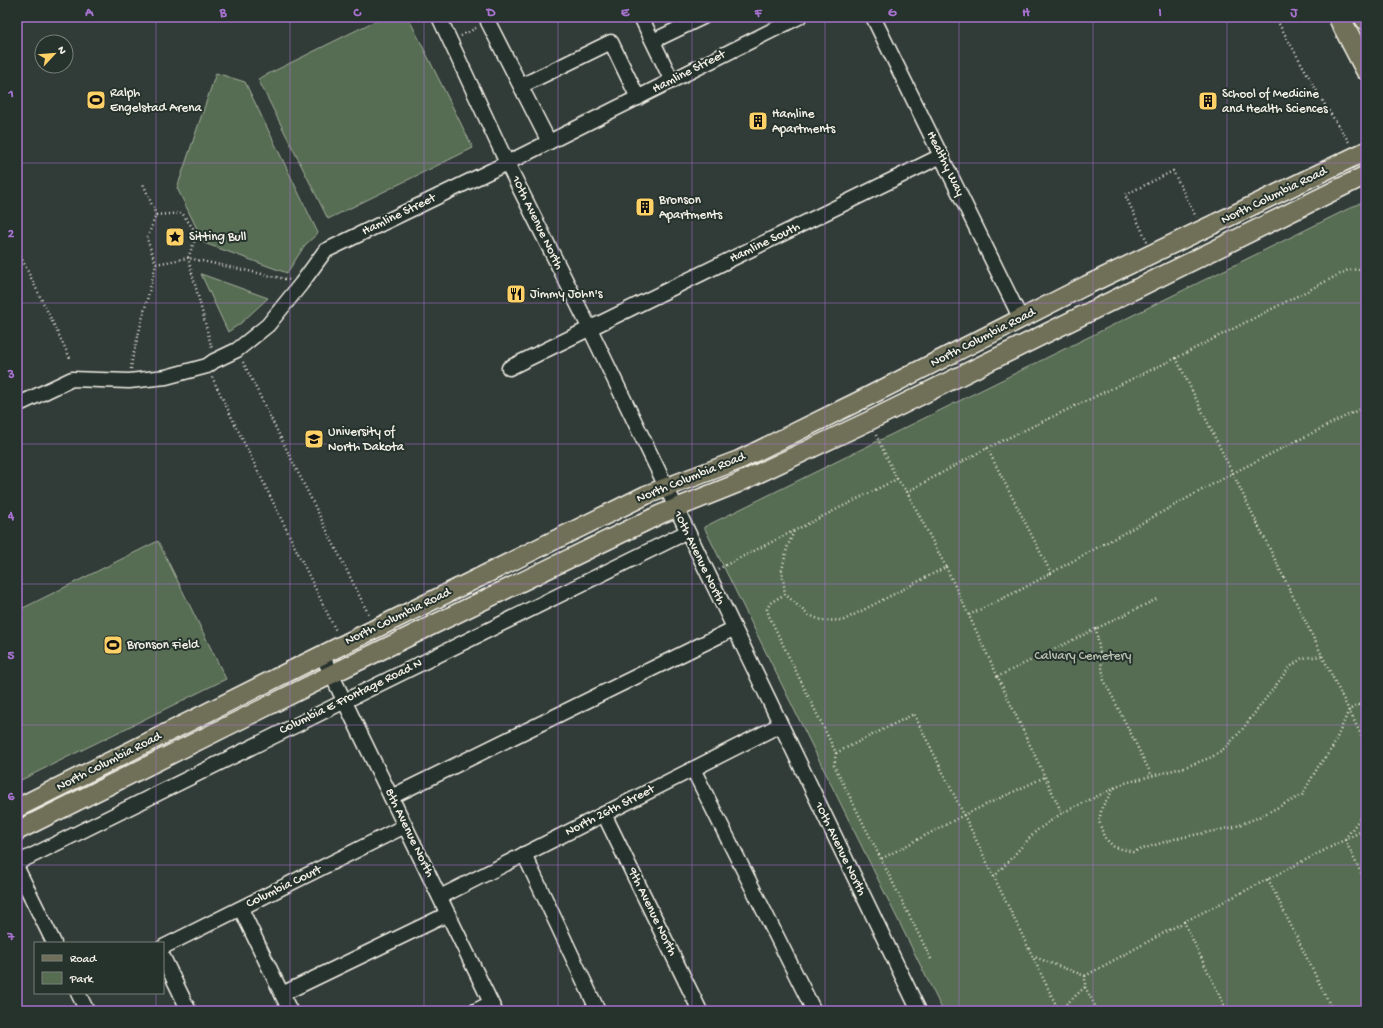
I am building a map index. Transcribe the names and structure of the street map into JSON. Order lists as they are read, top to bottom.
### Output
{
  "streets": {
    "main road": ["North Columbia Road"],
    "street": [
      "Hamline Street",
      "Healthy Way",
      "10th Avenue North",
      "Hamline South",
      "Columbia E Frontage Road N",
      "North 26th Street",
      "8th Avenue North",
      "Columbia Court",
      "9th Avenue North"
    ]
  },
  "crossings": [
    ["Hamline Street", "10th Avenue North"],
    ["Healthy Way", "Hamline South"],
    ["North Columbia Road", "10th Avenue North"],
    ["North Columbia Road", "8th Avenue North"],
    ["10th Avenue North", "Hamline South"],
    ["10th Avenue North", "Columbia E Frontage Road N"],
    ["10th Avenue North", "North 26th Street"],
    ["Columbia E Frontage Road N", "8th Avenue North"],
    ["North 26th Street", "8th Avenue North"],
    ["North 26th Street", "9th Avenue North"],
    ["8th Avenue North", "Columbia Court"]
  ],
  "parks": ["Calvary Cemetery"],
  "places": {
    "sports": ["Ralph Engelstad Arena", "Bronson Field"],
    "building": ["School of Medicine and Health Sciences", "Hamline Apartments", "Bronson Apartments"],
    "place": ["Sitting Bull"],
    "restaurant": ["Jimmy John's"],
    "school or university": ["University of North Dakota"]
  },
  "legend": ["Road", "Park"],
  "north": "top right",
  "grid": {
    "columns": [
      "A",
      "B",
      "C",
      "D",
      "E",
      "F",
      "G",
      "H",
      "I",
      "J"
    ],
    "rows": [
      "1",
      "2",
      "3",
      "4",
      "5",
      "6",
      "7"
    ]
  }
}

**EXERCISE PROMPT:**
Pictures are to be left out. Otherwise, copy the material above exactly.

**EXPECTED ANSWER:**
I am building a map index. Transcribe the names and structure of the street map into JSON. Order lists as they are read, top to bottom.
### Output
{
  "streets": {
    "main road": ["North Columbia Road"],
    "street": [
      "Hamline Street",
      "Healthy Way",
      "10th Avenue North",
      "Hamline South",
      "Columbia E Frontage Road N",
      "North 26th Street",
      "8th Avenue North",
      "Columbia Court",
      "9th Avenue North"
    ]
  },
  "crossings": [
    ["Hamline Street", "10th Avenue North"],
    ["Healthy Way", "Hamline South"],
    ["North Columbia Road", "10th Avenue North"],
    ["North Columbia Road", "8th Avenue North"],
    ["10th Avenue North", "Hamline South"],
    ["10th Avenue North", "Columbia E Frontage Road N"],
    ["10th Avenue North", "North 26th Street"],
    ["Columbia E Frontage Road N", "8th Avenue North"],
    ["North 26th Street", "8th Avenue North"],
    ["North 26th Street", "9th Avenue North"],
    ["8th Avenue North", "Columbia Court"]
  ],
  "parks": ["Calvary Cemetery"],
  "places": {
    "sports": ["Ralph Engelstad Arena", "Bronson Field"],
    "building": ["School of Medicine and Health Sciences", "Hamline Apartments", "Bronson Apartments"],
    "place": ["Sitting Bull"],
    "restaurant": ["Jimmy John's"],
    "school or university": ["University of North Dakota"]
  },
  "legend": ["Road", "Park"],
  "north": "top right",
  "grid": {
    "columns": [
      "A",
      "B",
      "C",
      "D",
      "E",
      "F",
      "G",
      "H",
      "I",
      "J"
    ],
    "rows": [
      "1",
      "2",
      "3",
      "4",
      "5",
      "6",
      "7"
    ]
  }
}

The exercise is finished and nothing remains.